Friday, October 06, 2006

Friday Links Buffet

First, news from lovely Oslo:
OSLO, Norway - Scientists have found a fossil of a “Monster” fishlike reptile in a 150 million-year-old Jurassic graveyard on an Arctic island off Norway.

The Norwegian researchers discovered remains of a total of 28 plesiosaurs and ichthyosaurs — top marine predators when dinosaurs dominated on land — at a site on the island of Spitsbergen, about 800 miles (1,300 kilometers) from the North Pole.

“One of them was this gigantic monster, with vertebrae the size of dinner plates and teeth the size of cucumbers,” Joern Hurum, an assistant professor at the University of Oslo, told Reuters on Thursday.

“We believe the skeleton is intact and that it’s about 10 meters [33 feet] long,” he told Reuters.

The pliosaur, a type of plesiosaur with a short neck and massive skull, has been dubbed “The Monster.”

The full story is here.

Next, from Glen Haag:
…Professor Eugene Polzik and his team at the Niels Bohr Institute at Copenhagen University in Denmark have made a breakthrough by using both light and matter.
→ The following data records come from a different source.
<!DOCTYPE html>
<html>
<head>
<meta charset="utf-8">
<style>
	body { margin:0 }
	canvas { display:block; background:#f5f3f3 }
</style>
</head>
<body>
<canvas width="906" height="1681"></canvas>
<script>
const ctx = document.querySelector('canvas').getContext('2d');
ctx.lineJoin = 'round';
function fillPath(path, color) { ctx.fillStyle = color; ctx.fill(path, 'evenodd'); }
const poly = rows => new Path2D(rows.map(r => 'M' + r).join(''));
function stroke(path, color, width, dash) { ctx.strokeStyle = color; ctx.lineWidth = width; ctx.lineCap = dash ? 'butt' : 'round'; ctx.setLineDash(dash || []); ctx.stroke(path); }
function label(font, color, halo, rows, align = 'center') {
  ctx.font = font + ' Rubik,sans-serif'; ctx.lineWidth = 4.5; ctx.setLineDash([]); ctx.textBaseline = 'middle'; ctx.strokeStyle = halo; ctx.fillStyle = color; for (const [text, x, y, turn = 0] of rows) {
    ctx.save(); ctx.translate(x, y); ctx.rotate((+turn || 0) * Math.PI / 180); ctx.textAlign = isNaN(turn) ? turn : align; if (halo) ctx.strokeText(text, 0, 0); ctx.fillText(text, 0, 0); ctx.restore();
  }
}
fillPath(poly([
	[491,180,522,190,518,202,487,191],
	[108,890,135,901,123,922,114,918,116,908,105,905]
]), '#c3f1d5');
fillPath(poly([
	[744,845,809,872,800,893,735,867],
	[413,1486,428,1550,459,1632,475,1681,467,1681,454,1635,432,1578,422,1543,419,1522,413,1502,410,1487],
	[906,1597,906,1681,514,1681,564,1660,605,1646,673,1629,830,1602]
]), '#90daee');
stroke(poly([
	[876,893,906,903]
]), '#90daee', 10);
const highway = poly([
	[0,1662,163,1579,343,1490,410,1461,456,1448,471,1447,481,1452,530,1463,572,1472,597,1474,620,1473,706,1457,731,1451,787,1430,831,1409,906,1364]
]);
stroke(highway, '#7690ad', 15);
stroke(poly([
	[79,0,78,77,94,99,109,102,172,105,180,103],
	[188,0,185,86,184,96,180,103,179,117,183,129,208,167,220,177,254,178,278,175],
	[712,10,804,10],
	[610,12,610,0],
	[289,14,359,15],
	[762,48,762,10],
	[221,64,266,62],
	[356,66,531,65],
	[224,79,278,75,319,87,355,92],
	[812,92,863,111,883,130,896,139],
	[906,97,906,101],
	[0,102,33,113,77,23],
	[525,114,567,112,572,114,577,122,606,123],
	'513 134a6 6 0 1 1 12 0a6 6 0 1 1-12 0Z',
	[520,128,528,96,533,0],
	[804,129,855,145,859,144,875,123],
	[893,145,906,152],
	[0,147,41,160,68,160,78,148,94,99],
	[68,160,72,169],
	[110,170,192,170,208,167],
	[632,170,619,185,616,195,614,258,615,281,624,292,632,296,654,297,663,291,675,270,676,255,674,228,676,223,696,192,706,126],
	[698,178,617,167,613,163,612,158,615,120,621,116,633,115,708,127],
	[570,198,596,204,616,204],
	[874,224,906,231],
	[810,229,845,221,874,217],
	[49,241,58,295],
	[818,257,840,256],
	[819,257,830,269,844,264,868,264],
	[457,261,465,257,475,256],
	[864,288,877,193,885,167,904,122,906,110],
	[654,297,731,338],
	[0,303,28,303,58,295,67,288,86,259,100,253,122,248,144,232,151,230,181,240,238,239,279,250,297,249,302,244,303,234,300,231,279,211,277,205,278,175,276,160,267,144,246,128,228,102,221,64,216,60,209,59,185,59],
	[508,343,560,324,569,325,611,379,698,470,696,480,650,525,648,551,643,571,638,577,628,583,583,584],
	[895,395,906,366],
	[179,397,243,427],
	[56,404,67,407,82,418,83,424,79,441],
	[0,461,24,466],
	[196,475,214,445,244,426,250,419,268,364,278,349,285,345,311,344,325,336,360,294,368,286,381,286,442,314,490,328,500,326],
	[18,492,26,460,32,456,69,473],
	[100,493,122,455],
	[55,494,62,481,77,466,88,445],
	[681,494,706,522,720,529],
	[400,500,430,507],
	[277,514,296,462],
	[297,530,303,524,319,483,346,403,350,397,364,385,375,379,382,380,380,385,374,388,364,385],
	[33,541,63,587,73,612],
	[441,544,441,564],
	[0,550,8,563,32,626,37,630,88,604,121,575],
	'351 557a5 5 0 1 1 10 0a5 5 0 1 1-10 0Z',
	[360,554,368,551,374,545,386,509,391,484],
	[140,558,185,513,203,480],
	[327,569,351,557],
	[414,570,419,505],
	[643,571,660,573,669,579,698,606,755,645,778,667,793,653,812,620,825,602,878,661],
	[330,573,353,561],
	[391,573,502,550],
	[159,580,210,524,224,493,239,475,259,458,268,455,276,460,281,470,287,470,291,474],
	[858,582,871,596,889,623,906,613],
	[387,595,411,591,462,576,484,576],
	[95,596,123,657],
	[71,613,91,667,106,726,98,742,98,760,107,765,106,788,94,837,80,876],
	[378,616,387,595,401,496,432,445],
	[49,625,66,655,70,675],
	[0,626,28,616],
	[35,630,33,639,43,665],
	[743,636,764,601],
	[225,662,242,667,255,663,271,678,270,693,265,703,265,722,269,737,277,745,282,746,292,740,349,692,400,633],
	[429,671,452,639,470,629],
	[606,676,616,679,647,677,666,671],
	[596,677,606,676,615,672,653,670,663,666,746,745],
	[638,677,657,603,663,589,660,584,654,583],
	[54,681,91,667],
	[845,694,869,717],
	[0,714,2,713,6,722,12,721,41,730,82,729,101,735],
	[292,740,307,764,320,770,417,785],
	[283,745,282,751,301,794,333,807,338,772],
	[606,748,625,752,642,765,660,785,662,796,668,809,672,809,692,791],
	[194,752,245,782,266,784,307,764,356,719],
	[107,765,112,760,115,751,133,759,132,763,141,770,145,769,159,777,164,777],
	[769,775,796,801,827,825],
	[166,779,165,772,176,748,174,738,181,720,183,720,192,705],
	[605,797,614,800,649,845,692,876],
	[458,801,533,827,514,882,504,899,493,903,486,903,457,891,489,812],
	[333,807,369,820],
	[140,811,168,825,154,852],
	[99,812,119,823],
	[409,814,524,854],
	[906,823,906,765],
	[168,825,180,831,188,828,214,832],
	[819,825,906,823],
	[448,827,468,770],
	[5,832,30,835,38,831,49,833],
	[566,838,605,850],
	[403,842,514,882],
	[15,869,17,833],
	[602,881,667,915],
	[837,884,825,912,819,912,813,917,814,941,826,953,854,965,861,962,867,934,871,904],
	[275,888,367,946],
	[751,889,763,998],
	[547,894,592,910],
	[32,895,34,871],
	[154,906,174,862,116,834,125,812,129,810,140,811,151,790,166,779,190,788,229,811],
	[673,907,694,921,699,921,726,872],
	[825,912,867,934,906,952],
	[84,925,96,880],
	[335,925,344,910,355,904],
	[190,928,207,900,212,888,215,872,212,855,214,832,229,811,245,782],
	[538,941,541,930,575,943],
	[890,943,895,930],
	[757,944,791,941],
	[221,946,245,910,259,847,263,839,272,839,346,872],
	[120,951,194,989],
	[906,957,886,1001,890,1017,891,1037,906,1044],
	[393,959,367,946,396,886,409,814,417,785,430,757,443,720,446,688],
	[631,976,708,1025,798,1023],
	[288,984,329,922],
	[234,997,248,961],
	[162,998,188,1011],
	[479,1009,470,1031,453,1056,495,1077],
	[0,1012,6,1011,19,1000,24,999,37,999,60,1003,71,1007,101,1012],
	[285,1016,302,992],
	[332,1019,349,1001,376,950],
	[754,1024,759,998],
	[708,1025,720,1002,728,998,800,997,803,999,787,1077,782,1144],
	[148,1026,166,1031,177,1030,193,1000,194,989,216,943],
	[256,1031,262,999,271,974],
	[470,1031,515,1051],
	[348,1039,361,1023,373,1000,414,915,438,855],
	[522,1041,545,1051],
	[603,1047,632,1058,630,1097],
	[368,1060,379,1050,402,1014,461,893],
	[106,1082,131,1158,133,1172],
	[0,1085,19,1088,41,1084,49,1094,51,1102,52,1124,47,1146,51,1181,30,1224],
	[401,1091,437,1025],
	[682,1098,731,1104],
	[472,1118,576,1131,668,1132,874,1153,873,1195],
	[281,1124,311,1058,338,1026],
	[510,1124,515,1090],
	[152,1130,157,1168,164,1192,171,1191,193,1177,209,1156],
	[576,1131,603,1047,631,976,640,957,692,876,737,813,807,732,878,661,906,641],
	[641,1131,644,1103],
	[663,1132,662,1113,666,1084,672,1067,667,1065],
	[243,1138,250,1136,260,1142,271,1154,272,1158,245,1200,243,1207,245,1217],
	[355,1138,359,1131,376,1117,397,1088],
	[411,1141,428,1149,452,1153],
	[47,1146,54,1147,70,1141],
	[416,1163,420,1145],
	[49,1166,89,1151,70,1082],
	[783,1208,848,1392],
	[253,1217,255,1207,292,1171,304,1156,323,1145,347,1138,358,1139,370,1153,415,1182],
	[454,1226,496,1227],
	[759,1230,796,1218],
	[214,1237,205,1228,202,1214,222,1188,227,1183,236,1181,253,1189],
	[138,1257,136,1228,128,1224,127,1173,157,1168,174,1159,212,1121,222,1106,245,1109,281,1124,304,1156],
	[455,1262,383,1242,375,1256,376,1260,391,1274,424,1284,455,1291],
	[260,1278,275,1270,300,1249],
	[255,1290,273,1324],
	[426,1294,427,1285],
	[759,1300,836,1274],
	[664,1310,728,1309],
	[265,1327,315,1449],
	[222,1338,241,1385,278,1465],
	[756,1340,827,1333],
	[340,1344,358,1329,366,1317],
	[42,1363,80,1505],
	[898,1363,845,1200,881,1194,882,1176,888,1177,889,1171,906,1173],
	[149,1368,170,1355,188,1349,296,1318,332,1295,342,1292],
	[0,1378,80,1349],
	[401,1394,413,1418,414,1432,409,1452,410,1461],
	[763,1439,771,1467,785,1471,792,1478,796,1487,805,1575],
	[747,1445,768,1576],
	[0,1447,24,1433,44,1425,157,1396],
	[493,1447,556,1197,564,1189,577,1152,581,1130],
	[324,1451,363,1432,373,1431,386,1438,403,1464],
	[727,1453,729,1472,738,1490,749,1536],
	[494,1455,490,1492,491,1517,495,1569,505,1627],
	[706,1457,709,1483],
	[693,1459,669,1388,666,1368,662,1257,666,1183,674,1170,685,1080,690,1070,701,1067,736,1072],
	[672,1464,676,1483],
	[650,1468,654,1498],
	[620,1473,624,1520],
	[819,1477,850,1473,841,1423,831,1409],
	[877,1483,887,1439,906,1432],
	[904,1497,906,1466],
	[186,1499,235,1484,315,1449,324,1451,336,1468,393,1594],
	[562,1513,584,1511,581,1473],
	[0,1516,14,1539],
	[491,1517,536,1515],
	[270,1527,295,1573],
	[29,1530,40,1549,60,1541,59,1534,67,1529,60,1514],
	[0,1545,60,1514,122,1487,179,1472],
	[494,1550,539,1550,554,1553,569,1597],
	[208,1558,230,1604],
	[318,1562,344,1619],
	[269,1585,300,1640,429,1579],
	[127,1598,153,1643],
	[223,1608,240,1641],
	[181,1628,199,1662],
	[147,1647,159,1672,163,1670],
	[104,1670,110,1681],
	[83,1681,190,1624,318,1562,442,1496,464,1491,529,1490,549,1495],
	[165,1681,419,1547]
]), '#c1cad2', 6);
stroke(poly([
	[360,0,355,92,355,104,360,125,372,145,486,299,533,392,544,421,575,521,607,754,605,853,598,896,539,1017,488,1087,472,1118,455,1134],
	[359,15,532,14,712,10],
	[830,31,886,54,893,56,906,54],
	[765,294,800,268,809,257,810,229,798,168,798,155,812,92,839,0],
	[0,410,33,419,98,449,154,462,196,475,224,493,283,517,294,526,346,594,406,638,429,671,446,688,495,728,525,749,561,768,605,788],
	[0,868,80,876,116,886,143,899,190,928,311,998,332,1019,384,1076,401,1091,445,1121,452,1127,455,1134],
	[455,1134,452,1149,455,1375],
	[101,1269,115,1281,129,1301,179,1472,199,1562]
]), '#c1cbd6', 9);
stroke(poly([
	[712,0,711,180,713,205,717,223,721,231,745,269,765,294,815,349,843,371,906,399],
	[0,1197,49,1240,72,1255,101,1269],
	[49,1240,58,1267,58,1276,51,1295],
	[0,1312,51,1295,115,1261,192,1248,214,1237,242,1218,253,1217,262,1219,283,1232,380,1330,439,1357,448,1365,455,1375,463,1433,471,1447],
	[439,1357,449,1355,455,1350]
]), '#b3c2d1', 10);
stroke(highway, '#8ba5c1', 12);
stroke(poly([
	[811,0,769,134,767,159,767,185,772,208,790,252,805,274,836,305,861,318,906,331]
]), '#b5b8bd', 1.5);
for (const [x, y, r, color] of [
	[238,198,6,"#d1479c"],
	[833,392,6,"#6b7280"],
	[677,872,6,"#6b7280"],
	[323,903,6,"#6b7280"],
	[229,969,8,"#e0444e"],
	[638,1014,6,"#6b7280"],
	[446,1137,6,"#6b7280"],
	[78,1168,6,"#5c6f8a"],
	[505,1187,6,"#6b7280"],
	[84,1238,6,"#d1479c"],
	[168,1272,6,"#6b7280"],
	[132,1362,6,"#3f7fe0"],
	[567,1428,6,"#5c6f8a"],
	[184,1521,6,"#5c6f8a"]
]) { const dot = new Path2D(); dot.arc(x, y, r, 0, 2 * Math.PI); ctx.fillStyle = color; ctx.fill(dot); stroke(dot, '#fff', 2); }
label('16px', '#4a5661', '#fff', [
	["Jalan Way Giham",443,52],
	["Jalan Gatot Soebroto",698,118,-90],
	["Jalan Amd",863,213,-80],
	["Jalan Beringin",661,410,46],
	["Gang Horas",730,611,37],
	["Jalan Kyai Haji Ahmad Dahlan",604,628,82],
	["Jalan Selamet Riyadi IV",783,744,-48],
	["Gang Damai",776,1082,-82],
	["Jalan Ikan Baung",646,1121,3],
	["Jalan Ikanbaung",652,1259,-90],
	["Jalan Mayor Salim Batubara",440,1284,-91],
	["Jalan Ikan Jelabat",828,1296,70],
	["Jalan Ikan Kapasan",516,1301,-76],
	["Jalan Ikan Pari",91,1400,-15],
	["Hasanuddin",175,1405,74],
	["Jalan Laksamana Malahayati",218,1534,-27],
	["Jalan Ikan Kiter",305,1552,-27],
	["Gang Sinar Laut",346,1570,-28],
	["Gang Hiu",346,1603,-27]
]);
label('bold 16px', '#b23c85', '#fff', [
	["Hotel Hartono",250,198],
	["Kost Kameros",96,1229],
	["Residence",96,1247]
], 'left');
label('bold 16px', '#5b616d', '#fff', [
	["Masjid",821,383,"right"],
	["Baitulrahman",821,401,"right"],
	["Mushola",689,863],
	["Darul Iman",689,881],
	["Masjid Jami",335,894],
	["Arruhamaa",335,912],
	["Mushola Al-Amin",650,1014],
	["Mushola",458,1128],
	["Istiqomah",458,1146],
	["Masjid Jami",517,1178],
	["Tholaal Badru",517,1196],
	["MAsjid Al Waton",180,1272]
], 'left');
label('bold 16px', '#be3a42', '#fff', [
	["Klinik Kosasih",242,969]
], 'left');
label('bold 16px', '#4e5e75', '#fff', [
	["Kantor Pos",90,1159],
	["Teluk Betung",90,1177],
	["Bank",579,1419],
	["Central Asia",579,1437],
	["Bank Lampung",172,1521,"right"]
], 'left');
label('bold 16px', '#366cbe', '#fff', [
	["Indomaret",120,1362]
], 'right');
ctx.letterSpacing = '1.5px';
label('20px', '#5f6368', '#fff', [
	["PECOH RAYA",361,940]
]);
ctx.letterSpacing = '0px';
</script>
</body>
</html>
"It is one step further because for the first time it involves teleportation between light and matter, two different objects. One is the carrier of information and the other one is the storage medium," Polzik explained in an interview on Wednesday.

The experiment involved for the first time a macroscopic atomic object containing thousands of billions of atoms. They also teleported the information a distance of half a meter but believe it can be extended further.

My brain really can't resolve reading about teleportation when I saw it on Star Trek first, but that's my problem. Here's the full story.

Here's a story that just blew my mind. The son of a Nobel Prize Winner--just won the Nobel Prize.
STOCKHOLM, Sweden - American Roger D. Kornberg, whose father won a Nobel Prize a half-century ago, was awarded the prize in chemistry Wednesday for his studies of how cells take information from genes to produce proteins.

The Kornbergs: one totally bad-ass family. The story is here.

Franklin Brown sent in a link to some terrific video of classic sports games. The story is titled "Ten Great Sports Nintendo/Genesis Games Via YouTube," and the videos are all lined up and waiting. You can see them here.